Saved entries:
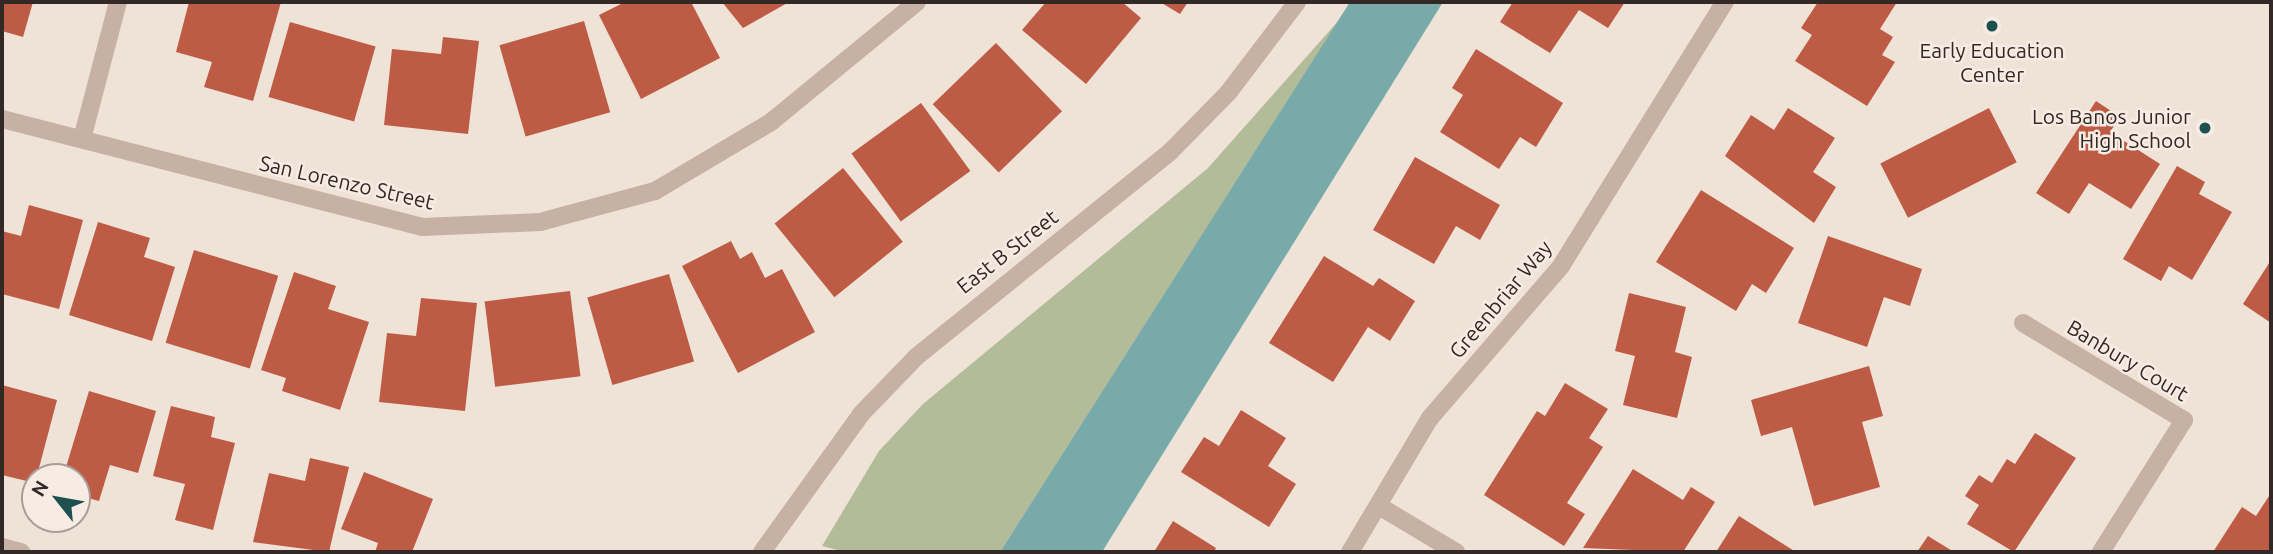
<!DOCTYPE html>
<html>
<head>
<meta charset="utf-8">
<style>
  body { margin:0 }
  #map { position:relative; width:2273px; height:554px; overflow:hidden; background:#efe2d7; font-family:Ubuntu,sans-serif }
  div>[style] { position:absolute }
  .green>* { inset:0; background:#b3bc98 }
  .water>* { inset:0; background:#78aaa9 }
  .building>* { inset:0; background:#be5b45; transform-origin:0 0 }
  .minor>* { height:18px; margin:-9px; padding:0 9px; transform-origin:9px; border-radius:9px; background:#c6b1a4 }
  .dots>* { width:19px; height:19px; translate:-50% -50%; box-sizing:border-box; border:4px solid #f7ece3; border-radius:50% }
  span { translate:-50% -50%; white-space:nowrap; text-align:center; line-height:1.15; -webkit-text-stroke:5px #f7ece3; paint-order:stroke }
  .poi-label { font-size:21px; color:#322825 }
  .right { translate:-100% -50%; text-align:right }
  .street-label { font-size:21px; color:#322825 }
  .frame { position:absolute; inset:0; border:4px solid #322825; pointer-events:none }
  .north { position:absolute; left:21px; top:463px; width:70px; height:70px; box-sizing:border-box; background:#f7ece3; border:2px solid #a89e97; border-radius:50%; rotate:301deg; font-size:19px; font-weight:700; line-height:28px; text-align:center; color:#322825 }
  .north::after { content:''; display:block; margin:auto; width:24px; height:32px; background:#1e5050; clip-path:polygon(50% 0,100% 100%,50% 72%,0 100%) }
</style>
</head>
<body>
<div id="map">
  <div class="green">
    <i style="clip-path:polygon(1339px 20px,1000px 552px,845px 552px,822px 546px,879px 451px,923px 404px,1208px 168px)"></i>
  </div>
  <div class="water">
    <i style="clip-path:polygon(1350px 2px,1443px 2px,1102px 552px,1000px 552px)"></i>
  </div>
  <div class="building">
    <i style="clip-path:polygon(2px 2px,33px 2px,23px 37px,2px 31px)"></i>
    <i style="clip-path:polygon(189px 2px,281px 2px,253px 101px,204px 87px,212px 62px,176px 52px)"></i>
    <i style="clip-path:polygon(625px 2px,691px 2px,720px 58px,641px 99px,599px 15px)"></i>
    <i style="clip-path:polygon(722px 2px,789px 2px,743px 28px)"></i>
    <i style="clip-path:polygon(1046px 2px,1122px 2px,1141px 18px,1086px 84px,1022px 30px)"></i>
    <i style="clip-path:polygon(1160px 2px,1188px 2px,1180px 14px)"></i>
    <i style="clip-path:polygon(1513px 2px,1625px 2px,1608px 28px,1579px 10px,1550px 53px,1500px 22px)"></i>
    <i style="clip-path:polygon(1818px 2px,1897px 2px,1880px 29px,1893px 37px,1882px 55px,1895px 62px,1867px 106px,1795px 61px,1812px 35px,1801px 28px)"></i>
    <i style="left:584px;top:21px;width:95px;height:88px;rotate:74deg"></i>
    <i style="left:290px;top:22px;width:89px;height:78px;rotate:16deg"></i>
    <i style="clip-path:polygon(443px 37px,479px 41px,468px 134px,384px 125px,392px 49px,441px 54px)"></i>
    <i style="left:996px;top:43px;width:95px;height:88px;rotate:46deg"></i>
    <i style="clip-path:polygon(1476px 49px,1563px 103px,1536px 147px,1520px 137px,1499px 169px,1440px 132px,1463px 95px,1452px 88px)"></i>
    <i style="clip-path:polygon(2096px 101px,2120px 117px,2110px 132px,2160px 164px,2131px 209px,2089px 183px,2069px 214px,2036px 193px)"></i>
    <i style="left:921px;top:103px;width:84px;height:86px;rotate:54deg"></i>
    <i style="clip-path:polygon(1788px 108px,1835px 138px,1813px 172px,1836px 187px,1814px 223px,1725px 156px,1751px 115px,1774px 130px)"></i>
    <i style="left:1989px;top:108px;width:61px;height:122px;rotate:63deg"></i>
    <i style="clip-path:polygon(1415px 157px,1500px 205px,1480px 240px,1456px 226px,1434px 264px,1373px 230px)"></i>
    <i style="clip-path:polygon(2177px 166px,2205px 182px,2199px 194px,2232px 212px,2192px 280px,2169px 266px,2161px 281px,2123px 259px)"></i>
    <i style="left:843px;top:168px;width:95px;height:88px;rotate:51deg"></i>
    <i style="clip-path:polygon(1701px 190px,1794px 248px,1766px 293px,1752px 284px,1736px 311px,1656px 262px)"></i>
    <i style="clip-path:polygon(29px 205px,83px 220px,59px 309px,2px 294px,2px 231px,21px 236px)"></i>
    <i style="clip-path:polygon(98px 222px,150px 238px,144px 257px,175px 267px,152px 341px,69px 315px)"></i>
    <i style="clip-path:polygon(1828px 236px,1922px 269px,1910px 306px,1884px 297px,1867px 347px,1798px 323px)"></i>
    <i style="clip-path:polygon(731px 241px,740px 259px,752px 252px,765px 278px,782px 269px,815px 332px,738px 373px,682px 266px)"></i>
    <i style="left:194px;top:250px;width:88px;height:97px;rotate:17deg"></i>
    <i style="clip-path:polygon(1324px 256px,1373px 286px,1379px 278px,1415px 301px,1390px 341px,1368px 327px,1333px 382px,1269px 343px)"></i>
    <i style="clip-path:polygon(2271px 260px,2271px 323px,2243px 304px)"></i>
    <i style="clip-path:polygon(294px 272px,336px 286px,328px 309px,369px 322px,340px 410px,282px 391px,286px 378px,261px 370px)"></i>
    <i style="left:669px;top:274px;width:91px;height:85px;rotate:74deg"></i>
    <i style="left:570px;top:291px;width:86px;height:86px;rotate:83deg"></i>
    <i style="clip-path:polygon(1629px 293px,1686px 307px,1675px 352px,1692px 357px,1677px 418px,1623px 405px,1635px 356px,1615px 351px)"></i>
    <i style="clip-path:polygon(421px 298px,477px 303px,465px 411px,379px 402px,387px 333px,416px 336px)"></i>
    <i style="clip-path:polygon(1869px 366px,1883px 416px,1862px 422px,1880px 487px,1814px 506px,1792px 427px,1761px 436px,1751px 400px)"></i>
    <i style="clip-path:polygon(1565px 383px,1608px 409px,1589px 438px,1603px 447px,1567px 503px,1585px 514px,1564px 546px,1484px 495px,1537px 411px,1545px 416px)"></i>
    <i style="clip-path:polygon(2px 385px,57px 400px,35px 483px,2px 475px)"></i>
    <i style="clip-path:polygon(89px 391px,156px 411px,138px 473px,110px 465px,99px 501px,77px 495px,77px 477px,63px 477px)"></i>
    <i style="clip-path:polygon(171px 406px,215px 417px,211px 437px,235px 443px,213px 530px,175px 520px,185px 484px,153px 476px)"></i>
    <i style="clip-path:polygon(1241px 410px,1286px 438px,1268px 466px,1296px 484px,1269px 527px,1181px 472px,1204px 437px,1219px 446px)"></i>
    <i style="clip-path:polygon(2035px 433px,2076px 458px,2014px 552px,1967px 524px,1979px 505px,1965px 496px,1979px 475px,1992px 483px,2007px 459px,2015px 464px)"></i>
    <i style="clip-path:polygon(310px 458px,349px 467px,329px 552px,253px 542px,269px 473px,305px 481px)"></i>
    <i style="clip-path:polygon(1633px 469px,1683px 500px,1691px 487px,1715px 502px,1683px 552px,1583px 548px)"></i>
    <i style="clip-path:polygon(364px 472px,433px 499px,412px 552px,375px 552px,378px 543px,341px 529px)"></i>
    <i style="clip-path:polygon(2271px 493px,2271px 552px,2213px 552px,2242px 507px,2256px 516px)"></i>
    <i style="clip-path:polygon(1739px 516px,1796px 552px,1716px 552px)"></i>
    <i style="clip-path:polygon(1173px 521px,1216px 548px,1214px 552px,1154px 552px)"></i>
    <i style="clip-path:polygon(1928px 536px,1954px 552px,1917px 552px)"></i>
  </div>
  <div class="minor">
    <i style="left:2px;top:119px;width:434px;rotate:14.4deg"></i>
    <i style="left:422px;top:227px;width:118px;rotate:-2.4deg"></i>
    <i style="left:540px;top:222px;width:119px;rotate:-15.1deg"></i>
    <i style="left:655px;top:191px;width:135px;rotate:-30.7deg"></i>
    <i style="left:771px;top:122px;width:189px;rotate:-39.4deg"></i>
    <i style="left:82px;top:139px;width:142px;rotate:-75.3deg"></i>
    <i style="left:2023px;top:323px;width:188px;rotate:31.1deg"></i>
    <i style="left:2184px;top:420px;width:156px;rotate:122.2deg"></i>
    <i style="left:1379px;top:506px;width:90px;rotate:30.9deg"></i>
    <i style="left:2px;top:547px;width:20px;rotate:15deg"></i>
    <i style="left:762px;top:552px;width:171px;rotate:-54.3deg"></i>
    <i style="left:862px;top:413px;width:78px;rotate:-46deg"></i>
    <i style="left:916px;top:357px;width:326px;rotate:-38.9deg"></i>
    <i style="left:1170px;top:152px;width:83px;rotate:-45.5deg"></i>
    <i style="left:1228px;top:93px;width:114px;rotate:-52.8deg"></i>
    <i style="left:1350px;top:552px;width:156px;rotate:-59.2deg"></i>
    <i style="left:1430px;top:418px;width:201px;rotate:-49.2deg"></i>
    <i style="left:1561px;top:266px;width:311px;rotate:-58.2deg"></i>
  </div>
  <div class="dots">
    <i style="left:1992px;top:26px;background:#1e5050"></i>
    <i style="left:2205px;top:128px;background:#1e5050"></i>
  </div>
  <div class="poi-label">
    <span style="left:1992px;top:62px">Early Education<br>Center</span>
    <span class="right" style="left:2191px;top:128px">Los Banos Junior<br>High School</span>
  </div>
  <div class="street-label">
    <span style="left:347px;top:182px;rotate:13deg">San Lorenzo Street</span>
    <span style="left:1007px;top:251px;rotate:-38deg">East B Street</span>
    <span style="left:1500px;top:299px;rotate:-50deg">Greenbriar Way</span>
    <span style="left:2128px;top:360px;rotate:31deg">Banbury Court</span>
  </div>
  <div class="frame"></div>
  <div class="north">N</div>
</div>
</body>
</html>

* [REQUIRED ACTION]
What is asked for is an exact copy of the lines above from the one containing "translate:-50% -50%; white-space:nowrap;" through the one containing "position:absolute; left:21px; top:463px;", and only those.

* [EXERCISE RESPONSE]
  span { translate:-50% -50%; white-space:nowrap; text-align:center; line-height:1.15; -webkit-text-stroke:5px #f7ece3; paint-order:stroke }
  .poi-label { font-size:21px; color:#322825 }
  .right { translate:-100% -50%; text-align:right }
  .street-label { font-size:21px; color:#322825 }
  .frame { position:absolute; inset:0; border:4px solid #322825; pointer-events:none }
  .north { position:absolute; left:21px; top:463px; width:70px; height:70px; box-sizing:border-box; background:#f7ece3; border:2px solid #a89e97; border-radius:50%; rotate:301deg; font-size:19px; font-weight:700; line-height:28px; text-align:center; color:#322825 }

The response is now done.